:: MATERIAL FOR THE TASK

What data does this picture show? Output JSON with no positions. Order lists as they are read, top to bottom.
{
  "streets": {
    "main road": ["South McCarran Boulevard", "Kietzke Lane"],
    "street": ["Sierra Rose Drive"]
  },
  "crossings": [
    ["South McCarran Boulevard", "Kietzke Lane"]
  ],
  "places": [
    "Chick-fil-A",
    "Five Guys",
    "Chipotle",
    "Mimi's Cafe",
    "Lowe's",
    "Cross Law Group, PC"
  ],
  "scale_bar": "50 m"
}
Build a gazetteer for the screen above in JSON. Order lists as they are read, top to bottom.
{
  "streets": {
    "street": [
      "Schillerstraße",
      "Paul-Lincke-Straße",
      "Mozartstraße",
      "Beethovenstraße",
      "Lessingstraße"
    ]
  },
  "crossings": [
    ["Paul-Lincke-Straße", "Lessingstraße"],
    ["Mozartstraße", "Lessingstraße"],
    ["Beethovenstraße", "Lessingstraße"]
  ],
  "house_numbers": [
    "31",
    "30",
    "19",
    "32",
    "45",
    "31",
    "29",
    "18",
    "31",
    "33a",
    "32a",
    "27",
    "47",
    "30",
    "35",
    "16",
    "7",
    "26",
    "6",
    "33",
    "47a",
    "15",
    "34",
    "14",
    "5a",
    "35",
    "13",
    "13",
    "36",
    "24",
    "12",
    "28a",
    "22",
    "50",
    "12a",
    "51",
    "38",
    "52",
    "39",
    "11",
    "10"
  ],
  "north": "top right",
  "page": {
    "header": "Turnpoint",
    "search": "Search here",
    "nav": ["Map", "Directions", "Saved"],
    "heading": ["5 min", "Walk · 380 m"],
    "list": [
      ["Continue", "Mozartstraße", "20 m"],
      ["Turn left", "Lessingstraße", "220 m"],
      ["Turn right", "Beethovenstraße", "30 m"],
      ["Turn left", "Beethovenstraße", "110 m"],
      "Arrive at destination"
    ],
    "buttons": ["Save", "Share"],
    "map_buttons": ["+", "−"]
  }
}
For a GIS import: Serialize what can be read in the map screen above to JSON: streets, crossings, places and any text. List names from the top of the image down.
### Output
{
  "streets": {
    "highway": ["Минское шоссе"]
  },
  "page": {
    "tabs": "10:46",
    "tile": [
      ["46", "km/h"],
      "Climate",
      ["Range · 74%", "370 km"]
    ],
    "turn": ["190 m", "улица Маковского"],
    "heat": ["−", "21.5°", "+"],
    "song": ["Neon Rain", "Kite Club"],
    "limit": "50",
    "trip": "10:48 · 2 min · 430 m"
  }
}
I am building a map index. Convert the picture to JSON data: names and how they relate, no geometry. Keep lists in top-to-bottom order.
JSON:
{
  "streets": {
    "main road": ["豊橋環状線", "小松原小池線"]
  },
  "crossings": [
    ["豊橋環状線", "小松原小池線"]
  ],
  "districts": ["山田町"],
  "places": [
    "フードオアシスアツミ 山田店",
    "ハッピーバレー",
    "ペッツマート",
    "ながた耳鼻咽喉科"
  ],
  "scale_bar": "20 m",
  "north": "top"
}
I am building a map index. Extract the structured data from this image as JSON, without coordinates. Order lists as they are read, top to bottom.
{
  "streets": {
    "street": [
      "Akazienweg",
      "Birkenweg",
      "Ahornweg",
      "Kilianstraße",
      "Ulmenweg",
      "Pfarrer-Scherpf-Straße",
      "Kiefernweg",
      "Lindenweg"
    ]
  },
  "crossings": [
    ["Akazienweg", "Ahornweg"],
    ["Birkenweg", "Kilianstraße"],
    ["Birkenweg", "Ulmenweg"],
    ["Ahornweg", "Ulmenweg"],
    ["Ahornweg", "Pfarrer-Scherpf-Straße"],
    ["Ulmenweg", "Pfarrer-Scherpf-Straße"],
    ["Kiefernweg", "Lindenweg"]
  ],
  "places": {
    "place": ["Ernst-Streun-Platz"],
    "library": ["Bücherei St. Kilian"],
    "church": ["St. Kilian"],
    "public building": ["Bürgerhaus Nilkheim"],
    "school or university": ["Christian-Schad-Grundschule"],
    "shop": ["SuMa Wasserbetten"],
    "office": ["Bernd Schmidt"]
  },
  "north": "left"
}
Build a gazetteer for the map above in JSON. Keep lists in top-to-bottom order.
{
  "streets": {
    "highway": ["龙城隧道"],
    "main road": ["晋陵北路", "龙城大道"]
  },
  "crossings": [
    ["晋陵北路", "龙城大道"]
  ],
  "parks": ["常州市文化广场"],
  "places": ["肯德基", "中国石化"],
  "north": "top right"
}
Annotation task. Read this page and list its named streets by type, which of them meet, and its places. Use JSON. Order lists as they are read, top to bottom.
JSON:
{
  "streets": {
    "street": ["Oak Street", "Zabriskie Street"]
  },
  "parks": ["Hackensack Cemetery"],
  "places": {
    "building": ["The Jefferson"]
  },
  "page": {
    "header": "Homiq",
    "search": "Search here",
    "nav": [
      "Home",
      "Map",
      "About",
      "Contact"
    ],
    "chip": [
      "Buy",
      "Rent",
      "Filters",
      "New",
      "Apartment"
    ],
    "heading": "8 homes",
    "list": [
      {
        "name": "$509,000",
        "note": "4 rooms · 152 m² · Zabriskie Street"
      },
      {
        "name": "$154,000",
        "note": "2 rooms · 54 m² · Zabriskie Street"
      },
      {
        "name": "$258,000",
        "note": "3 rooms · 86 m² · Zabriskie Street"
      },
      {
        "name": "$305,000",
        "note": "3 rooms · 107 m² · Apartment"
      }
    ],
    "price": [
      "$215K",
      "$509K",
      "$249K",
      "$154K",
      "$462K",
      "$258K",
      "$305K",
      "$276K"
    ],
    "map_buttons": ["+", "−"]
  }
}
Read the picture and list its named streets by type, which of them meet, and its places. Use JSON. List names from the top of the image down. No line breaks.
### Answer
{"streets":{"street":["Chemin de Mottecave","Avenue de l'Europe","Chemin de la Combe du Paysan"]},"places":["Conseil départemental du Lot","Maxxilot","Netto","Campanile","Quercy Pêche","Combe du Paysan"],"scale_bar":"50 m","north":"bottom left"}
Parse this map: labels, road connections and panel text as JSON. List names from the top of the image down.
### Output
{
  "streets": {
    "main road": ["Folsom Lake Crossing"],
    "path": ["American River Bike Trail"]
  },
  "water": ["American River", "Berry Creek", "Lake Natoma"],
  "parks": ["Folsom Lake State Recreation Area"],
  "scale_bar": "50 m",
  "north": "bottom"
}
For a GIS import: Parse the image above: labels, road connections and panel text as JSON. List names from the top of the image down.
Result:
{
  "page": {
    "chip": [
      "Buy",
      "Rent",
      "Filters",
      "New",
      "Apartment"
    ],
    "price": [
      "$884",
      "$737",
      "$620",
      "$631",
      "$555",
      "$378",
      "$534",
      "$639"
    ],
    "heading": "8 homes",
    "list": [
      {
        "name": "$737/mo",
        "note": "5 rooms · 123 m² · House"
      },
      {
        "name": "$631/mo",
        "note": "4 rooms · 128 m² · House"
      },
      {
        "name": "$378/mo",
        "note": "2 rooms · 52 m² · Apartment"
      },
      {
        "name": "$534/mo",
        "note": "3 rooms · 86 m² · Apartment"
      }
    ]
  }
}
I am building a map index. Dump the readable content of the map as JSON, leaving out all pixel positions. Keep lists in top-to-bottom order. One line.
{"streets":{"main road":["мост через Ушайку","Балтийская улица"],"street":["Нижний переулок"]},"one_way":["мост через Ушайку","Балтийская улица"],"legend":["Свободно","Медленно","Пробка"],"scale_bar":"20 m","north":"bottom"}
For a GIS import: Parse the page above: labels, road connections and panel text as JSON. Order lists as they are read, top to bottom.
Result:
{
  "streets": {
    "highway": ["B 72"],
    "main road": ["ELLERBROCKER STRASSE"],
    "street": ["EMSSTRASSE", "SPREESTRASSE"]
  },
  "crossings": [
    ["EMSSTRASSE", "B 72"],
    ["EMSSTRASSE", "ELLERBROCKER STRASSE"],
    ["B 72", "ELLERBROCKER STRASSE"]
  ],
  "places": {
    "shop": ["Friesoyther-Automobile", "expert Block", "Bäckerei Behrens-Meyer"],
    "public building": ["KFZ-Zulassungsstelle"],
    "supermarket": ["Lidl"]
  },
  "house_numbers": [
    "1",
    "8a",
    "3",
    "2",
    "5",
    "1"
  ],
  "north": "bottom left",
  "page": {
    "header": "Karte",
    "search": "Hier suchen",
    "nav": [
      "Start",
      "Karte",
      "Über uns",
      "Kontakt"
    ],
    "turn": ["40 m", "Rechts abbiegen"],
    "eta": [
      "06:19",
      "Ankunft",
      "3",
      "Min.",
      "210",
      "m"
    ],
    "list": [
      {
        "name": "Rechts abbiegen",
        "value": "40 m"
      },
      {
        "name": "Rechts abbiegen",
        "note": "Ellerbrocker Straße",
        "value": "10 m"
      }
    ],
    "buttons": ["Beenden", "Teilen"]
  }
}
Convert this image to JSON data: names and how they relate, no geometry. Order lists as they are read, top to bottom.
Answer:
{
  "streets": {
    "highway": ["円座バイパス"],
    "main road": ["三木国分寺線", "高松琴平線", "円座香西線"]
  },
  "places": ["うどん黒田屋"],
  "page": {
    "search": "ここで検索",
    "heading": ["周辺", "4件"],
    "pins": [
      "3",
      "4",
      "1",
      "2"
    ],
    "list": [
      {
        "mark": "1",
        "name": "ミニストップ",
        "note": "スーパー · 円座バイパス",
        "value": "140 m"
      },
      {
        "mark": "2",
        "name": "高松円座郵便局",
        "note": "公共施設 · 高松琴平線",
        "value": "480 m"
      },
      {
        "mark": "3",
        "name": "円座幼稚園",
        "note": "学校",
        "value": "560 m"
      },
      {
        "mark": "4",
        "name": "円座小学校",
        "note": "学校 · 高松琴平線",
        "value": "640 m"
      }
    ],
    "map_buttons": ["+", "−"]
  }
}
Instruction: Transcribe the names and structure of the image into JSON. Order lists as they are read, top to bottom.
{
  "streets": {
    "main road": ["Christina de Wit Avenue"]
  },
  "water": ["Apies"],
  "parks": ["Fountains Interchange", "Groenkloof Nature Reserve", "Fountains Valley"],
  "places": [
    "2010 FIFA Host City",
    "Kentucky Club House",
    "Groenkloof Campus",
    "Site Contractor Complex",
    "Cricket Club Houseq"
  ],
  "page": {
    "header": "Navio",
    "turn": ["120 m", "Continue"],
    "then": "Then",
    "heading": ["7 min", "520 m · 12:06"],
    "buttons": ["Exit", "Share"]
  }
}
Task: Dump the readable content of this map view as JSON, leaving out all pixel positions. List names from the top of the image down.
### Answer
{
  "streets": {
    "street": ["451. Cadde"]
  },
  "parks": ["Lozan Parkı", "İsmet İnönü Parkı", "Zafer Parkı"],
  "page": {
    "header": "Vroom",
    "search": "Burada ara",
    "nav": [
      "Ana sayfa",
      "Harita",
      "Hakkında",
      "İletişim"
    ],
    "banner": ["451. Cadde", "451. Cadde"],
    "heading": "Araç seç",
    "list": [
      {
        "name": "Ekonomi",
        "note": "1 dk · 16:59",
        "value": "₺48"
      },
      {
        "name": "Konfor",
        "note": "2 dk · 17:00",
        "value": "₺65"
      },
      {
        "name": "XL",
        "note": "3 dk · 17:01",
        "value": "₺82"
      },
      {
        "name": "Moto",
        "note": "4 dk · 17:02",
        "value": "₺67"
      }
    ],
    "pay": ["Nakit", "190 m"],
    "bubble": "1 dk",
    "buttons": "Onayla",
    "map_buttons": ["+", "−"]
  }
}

::::

Give back exactly the lines from the one containing "Task: Dump the" to the end of the material, both ends included.

Task: Dump the readable content of this map view as JSON, leaving out all pixel positions. List names from the top of the image down.
### Answer
{
  "streets": {
    "street": ["451. Cadde"]
  },
  "parks": ["Lozan Parkı", "İsmet İnönü Parkı", "Zafer Parkı"],
  "page": {
    "header": "Vroom",
    "search": "Burada ara",
    "nav": [
      "Ana sayfa",
      "Harita",
      "Hakkında",
      "İletişim"
    ],
    "banner": ["451. Cadde", "451. Cadde"],
    "heading": "Araç seç",
    "list": [
      {
        "name": "Ekonomi",
        "note": "1 dk · 16:59",
        "value": "₺48"
      },
      {
        "name": "Konfor",
        "note": "2 dk · 17:00",
        "value": "₺65"
      },
      {
        "name": "XL",
        "note": "3 dk · 17:01",
        "value": "₺82"
      },
      {
        "name": "Moto",
        "note": "4 dk · 17:02",
        "value": "₺67"
      }
    ],
    "pay": ["Nakit", "190 m"],
    "bubble": "1 dk",
    "buttons": "Onayla",
    "map_buttons": ["+", "−"]
  }
}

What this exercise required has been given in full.